Tell how many lines of the data below have the string "center" in them. Say nothing more.

Stored data entries
**********

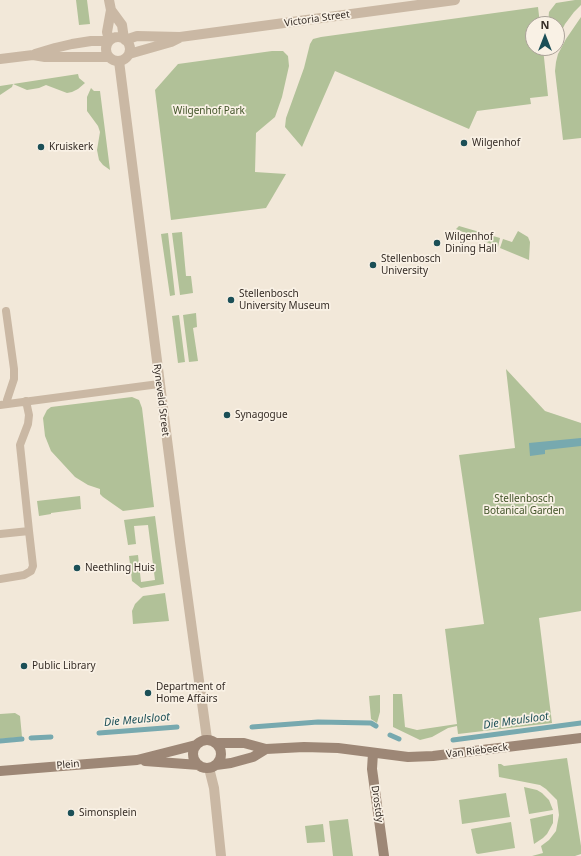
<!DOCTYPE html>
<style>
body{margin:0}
#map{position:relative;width:581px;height:856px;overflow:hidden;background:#f2e8d9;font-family:"Noto Sans",sans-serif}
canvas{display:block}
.north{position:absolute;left:525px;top:16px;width:40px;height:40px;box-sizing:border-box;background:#f9f1e5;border:1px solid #aba299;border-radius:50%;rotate:0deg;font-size:11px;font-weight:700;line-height:16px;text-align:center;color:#352c26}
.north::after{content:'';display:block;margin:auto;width:14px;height:18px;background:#1b4f57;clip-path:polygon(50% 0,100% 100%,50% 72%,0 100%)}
</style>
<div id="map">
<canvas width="581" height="856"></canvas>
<div class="north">N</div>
</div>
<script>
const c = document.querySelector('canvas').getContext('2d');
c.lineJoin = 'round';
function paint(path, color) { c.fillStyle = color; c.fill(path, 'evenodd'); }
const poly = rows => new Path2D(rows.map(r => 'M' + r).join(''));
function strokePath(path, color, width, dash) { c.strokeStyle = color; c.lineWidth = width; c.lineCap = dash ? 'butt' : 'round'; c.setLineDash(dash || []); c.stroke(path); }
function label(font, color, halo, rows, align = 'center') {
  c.font = font + ' "Noto Sans",sans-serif'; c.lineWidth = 3.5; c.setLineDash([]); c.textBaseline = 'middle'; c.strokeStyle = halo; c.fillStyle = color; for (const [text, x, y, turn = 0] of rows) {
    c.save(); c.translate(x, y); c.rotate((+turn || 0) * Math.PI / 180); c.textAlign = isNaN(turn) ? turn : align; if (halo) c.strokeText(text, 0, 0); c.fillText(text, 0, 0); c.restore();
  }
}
const green = poly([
 [76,0,87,0,90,24,79,25],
 [575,0,581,0,581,5,574,12,565,24,557,40,557,24,548,24,549,12,556,3],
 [538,7,540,24,533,24,533,48,543,48,548,96,530,98,531,104,477,111,469,129,335,71,302,147,285,127,286,118,304,68,310,44,313,39,321,37],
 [581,17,581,138,563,140,555,71,556,62,558,54,566,39],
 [272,51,283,51,288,56,289,66,282,97,275,117,256,133,255,172,286,174,266,208,171,220,155,90,178,64],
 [78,74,79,78,85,83,78,89,72,92,67,93,46,85,39,88,27,90,13,84,12,87,0,95,0,86],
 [91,88,94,91,100,91,110,170,103,165,99,160,97,150,100,132,98,126,87,111,87,97],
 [459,226,500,238,498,247,456,229],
 [518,231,528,237,530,242,529,260,500,248,503,239,512,242],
 [182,232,186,276,191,276,193,293,180,295,172,233],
 [168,233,175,295,170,296,161,234],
 [196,313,197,327,193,328,198,361,189,362,183,315],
 [179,315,185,362,178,363,172,316],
 [506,369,545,411,581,423,581,611,539,618,552,723,458,734,457,726,448,728,432,737,420,740,393,727,393,694,402,694,405,727,417,730,457,724,445,629,484,624,459,455,515,448],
 [132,397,139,400,142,408,154,507,123,511,103,497,100,494,100,489,88,485,75,477,51,451,45,436,43,418,47,410,51,407],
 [80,496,81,509,51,513,51,514,39,516,37,501],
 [155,516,164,584,141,588,132,581,129,556,138,555,141,582,155,580,148,525,134,526,136,544,128,545,124,520],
 [165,593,169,621,133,624,132,611,135,604,143,596],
 [380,695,380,712,377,723,371,719,369,696],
 [15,713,20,716,22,737,0,739,0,714],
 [567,758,581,846,581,854,575,856,532,856,543,853,541,846,549,840,556,831,559,815,557,800,546,789,540,785,499,777,498,764,501,764,504,766],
 [524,787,537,790,542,793,549,800,553,810,529,814],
 [506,793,510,817,462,824,459,800],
 [553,814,553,823,547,834,543,838,534,844,530,819],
 [348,819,353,856,333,856,329,821],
 [511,822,515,848,478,854,476,853,471,829],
 [323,824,325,842,307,843,305,826]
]);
const water = poly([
 [581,438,581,446,545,450,545,454,530,456,529,443]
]);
const stream = poly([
 [252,727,318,722,371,723,376,726],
 [99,733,177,727],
 [390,735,399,739],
 [31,738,51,737],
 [453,740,581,723],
 [0,741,22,739]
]);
const lane = poly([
 [6,311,14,369,14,379,7,400,7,404],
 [0,405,159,384],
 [0,534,29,531,20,445,28,424,29,415,26,401],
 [0,579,24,575,31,571,33,566,29,531]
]);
const street = poly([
 [109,0,111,10,107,32,109,40],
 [111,10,122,25,124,39],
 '106 49a12 12 0 1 1 24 0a12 12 0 1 1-24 0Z',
 [125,40,137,36,180,37,455,0],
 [35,54,55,48,72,44,91,41,109,41],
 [129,54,171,42,179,38],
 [0,59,33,55,45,57,108,57],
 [119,61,180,542,207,739],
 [209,768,214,788,221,856]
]);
const secondary = poly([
 '193 754a14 14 0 1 1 28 0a14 14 0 1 1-28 0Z',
 [217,743,244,743,266,749,304,747,338,748,408,757,433,756,581,738],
 [373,753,372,769,384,856],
 [145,761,199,765],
 [216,765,231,763,253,757,266,749],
 [0,771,137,760,196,745]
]);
const markers = [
 [464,143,4,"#1b4f57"],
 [41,147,4,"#1b4f57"],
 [437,243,4,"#1b4f57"],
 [373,265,4,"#1b4f57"],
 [231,300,4,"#1b4f57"],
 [227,415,4,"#1b4f57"],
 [77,568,4,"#1b4f57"],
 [24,666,4,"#1b4f57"],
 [148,693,4,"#1b4f57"],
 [71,813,4,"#1b4f57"]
];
const streetNames = [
 ["Victoria Street",317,19,-8],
 ["Ryneveld Street",161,400,83],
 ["Van Riebeeck",477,751,-7],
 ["Plein",68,765,-5],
 ["Drostdy",377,804,82]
];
const parkNames = [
 ["Wilgenhof Park",209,111],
 ["Stellenbosch",524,499],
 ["Botanical Garden",524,511]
];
const poiNames = [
 ["Wilgenhof",472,143],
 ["Kruiskerk",49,147],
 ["Wilgenhof",445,237],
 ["Dining Hall",445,249],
 ["Stellenbosch",381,259],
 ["University",381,271],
 ["Stellenbosch",239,294],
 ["University Museum",239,306],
 ["Synagogue",235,415],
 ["Neethling Huis",85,568],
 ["Public Library",32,666],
 ["Department of",156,687],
 ["Home Affairs",156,699],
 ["Simonsplein",79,813]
];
const waterNames = [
 ["Die Meulsloot",137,720,-5],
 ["Die Meulsloot",516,721,-8]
];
paint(green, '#b1c198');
paint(water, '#77a9af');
strokePath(stream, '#77a9af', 5);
strokePath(lane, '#cab8a4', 8);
strokePath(street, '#cab8a4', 10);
strokePath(secondary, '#9d8776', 10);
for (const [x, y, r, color] of markers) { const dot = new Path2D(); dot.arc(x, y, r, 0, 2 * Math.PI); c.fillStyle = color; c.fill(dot); strokePath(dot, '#f9f1e5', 1.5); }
label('10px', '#352c26', '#f9f1e5', streetNames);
label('10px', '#425429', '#f9f1e5', parkNames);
label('10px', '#352c26', '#f9f1e5', poiNames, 'left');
label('italic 11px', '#1b4f57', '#f9f1e5', waterNames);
</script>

**********

* _ANSWER_: 2